Every line containing the string "song" should be returned from the records.

START Record extracts

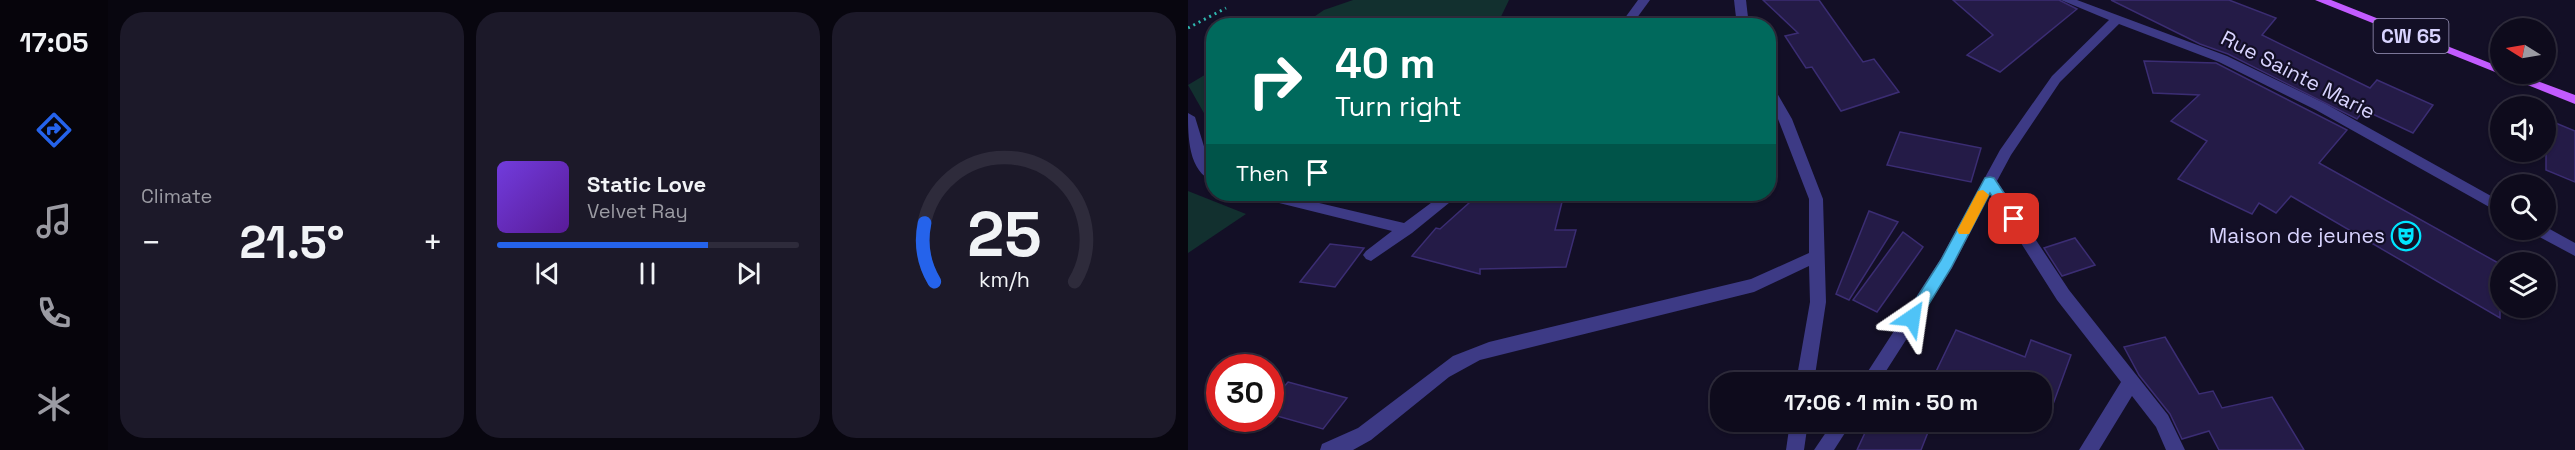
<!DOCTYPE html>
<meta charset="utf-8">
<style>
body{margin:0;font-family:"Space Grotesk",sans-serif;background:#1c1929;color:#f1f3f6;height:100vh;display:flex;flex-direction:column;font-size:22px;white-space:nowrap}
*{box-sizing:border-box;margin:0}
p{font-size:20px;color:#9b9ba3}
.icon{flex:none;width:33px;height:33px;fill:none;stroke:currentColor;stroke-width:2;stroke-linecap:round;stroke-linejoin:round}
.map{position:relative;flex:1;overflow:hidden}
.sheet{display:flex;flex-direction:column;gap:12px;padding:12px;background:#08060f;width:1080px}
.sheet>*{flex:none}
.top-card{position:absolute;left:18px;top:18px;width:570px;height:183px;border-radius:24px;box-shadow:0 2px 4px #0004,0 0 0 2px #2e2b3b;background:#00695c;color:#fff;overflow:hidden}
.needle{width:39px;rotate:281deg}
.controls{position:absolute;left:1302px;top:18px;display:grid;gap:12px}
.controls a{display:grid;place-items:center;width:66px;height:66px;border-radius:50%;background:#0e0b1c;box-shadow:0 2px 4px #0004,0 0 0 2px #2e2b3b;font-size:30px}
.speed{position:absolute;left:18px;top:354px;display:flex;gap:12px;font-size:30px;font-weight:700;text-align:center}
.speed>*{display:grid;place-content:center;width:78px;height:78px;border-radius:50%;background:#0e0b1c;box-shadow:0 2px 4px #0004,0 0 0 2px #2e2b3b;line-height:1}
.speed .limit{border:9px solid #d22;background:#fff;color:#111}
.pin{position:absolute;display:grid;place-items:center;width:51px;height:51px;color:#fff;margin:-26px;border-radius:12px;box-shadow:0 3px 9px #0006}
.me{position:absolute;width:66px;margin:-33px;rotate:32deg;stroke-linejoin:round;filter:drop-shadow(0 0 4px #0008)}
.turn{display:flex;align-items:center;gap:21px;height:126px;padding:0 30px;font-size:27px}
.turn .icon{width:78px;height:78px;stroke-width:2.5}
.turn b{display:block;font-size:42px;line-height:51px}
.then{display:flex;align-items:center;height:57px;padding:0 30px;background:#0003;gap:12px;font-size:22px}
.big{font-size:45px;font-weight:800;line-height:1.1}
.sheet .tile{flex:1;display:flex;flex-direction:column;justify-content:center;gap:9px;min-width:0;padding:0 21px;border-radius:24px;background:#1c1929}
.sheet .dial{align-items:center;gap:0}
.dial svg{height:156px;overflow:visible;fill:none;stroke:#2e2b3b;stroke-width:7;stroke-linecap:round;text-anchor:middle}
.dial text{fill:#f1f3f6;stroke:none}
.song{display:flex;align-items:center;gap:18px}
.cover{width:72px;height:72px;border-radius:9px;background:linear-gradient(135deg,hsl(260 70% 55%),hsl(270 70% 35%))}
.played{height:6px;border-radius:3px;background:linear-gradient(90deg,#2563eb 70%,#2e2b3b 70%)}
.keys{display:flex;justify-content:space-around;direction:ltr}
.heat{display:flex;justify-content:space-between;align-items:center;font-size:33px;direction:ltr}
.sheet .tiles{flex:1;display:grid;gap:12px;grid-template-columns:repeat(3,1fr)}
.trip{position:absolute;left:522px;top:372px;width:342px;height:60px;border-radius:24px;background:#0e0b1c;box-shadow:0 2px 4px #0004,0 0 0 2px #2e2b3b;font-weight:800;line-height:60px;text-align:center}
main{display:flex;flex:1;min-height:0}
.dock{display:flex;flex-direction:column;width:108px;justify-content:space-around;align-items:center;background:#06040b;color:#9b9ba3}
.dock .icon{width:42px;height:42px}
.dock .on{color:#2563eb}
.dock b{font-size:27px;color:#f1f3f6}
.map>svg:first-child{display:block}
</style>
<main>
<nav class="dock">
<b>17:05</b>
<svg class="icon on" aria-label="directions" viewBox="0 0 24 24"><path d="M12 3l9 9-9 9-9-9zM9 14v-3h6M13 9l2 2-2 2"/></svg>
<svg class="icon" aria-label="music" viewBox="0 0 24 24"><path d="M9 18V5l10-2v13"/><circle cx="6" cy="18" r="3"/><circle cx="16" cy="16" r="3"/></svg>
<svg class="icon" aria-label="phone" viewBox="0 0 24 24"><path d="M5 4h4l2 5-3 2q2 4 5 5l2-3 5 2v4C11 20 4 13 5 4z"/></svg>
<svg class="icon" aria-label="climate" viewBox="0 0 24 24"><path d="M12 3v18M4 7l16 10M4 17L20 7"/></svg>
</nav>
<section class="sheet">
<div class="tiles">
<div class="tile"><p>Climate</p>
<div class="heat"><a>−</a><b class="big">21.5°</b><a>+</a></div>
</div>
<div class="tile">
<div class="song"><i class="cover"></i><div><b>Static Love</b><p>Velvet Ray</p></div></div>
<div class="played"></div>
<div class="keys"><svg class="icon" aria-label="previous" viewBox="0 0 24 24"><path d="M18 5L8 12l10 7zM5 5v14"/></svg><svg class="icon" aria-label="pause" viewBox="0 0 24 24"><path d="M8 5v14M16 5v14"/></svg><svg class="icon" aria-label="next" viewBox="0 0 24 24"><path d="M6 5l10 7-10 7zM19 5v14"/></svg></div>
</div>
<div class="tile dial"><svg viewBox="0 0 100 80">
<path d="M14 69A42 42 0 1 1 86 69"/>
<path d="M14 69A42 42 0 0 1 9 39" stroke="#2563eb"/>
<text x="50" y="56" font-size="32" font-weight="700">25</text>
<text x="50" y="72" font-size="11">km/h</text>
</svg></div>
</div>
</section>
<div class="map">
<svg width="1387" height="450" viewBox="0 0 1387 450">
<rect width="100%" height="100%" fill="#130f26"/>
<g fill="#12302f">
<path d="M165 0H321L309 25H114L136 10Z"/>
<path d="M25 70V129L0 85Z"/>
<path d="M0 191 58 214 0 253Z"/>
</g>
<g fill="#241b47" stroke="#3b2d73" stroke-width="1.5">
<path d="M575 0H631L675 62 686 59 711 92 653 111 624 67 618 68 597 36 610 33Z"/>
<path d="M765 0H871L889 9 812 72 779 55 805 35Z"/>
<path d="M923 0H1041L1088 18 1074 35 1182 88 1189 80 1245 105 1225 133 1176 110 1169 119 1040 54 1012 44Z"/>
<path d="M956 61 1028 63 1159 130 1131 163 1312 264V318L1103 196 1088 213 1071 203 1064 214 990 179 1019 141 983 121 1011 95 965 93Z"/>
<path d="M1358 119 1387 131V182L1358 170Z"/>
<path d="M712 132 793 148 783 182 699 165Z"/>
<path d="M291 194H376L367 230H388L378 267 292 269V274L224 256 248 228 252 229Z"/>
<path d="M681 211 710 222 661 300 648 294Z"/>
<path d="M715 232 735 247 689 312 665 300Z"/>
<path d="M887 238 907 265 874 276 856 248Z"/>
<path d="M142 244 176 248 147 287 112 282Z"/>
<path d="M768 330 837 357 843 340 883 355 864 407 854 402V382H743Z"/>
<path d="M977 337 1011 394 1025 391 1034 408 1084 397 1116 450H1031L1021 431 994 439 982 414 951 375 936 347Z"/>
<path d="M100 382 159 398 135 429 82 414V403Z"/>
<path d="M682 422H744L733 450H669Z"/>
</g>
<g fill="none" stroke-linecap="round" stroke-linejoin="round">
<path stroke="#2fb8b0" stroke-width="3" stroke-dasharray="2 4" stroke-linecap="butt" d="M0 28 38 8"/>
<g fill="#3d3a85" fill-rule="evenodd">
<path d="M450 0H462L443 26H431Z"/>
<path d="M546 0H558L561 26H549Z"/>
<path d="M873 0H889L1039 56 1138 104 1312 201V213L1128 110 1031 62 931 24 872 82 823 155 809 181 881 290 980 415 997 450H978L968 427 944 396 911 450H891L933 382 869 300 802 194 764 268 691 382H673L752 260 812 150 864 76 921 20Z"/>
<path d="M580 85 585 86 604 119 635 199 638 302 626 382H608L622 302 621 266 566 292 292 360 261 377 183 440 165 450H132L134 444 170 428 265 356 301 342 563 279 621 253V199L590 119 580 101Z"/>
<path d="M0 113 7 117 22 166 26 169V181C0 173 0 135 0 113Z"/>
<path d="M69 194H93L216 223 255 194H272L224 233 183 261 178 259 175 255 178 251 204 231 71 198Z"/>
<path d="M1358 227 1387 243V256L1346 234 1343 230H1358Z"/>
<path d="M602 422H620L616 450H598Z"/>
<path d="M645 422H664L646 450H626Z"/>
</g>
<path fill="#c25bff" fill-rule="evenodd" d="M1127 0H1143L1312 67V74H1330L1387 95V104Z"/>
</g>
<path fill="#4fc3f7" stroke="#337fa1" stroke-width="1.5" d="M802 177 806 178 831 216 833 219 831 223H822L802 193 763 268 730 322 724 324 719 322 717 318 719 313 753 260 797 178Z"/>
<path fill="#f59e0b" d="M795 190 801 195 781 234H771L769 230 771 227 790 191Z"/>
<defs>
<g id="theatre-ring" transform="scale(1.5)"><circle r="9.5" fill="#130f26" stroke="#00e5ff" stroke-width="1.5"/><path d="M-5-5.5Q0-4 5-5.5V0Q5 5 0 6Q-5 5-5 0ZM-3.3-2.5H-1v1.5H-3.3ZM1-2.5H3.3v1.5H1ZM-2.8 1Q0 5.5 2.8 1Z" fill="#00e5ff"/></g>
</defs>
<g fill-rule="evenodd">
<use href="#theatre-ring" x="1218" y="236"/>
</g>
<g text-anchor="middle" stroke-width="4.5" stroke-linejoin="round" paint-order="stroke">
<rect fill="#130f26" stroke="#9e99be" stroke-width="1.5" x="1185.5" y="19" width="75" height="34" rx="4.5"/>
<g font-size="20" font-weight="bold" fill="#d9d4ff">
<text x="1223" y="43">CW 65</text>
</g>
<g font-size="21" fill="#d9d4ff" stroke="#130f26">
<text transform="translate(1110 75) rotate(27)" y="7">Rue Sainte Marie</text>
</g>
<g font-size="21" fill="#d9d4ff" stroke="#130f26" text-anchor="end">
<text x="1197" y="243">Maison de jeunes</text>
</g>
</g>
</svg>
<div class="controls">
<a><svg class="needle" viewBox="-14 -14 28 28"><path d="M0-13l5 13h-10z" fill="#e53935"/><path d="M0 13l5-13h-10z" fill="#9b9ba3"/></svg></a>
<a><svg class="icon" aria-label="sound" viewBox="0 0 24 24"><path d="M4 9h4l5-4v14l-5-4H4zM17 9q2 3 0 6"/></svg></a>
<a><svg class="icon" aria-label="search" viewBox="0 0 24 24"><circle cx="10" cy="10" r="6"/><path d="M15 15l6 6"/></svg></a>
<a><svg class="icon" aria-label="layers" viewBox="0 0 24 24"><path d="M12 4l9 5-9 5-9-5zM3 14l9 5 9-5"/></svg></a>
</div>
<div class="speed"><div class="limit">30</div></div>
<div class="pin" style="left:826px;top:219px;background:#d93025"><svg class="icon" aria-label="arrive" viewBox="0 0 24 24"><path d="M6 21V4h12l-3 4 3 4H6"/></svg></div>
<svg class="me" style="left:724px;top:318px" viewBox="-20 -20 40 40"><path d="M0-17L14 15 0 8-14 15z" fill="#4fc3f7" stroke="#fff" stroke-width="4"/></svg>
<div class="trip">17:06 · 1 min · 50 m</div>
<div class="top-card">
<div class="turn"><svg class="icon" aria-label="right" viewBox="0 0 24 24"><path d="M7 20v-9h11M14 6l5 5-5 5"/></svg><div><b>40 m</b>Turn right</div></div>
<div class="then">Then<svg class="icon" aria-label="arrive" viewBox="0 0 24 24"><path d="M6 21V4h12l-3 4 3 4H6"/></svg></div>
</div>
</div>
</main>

END Record extracts

* Output of the exercise:
.song{display:flex;align-items:center;gap:18px}
<div class="song"><i class="cover"></i><div><b>Static Love</b><p>Velvet Ray</p></div></div>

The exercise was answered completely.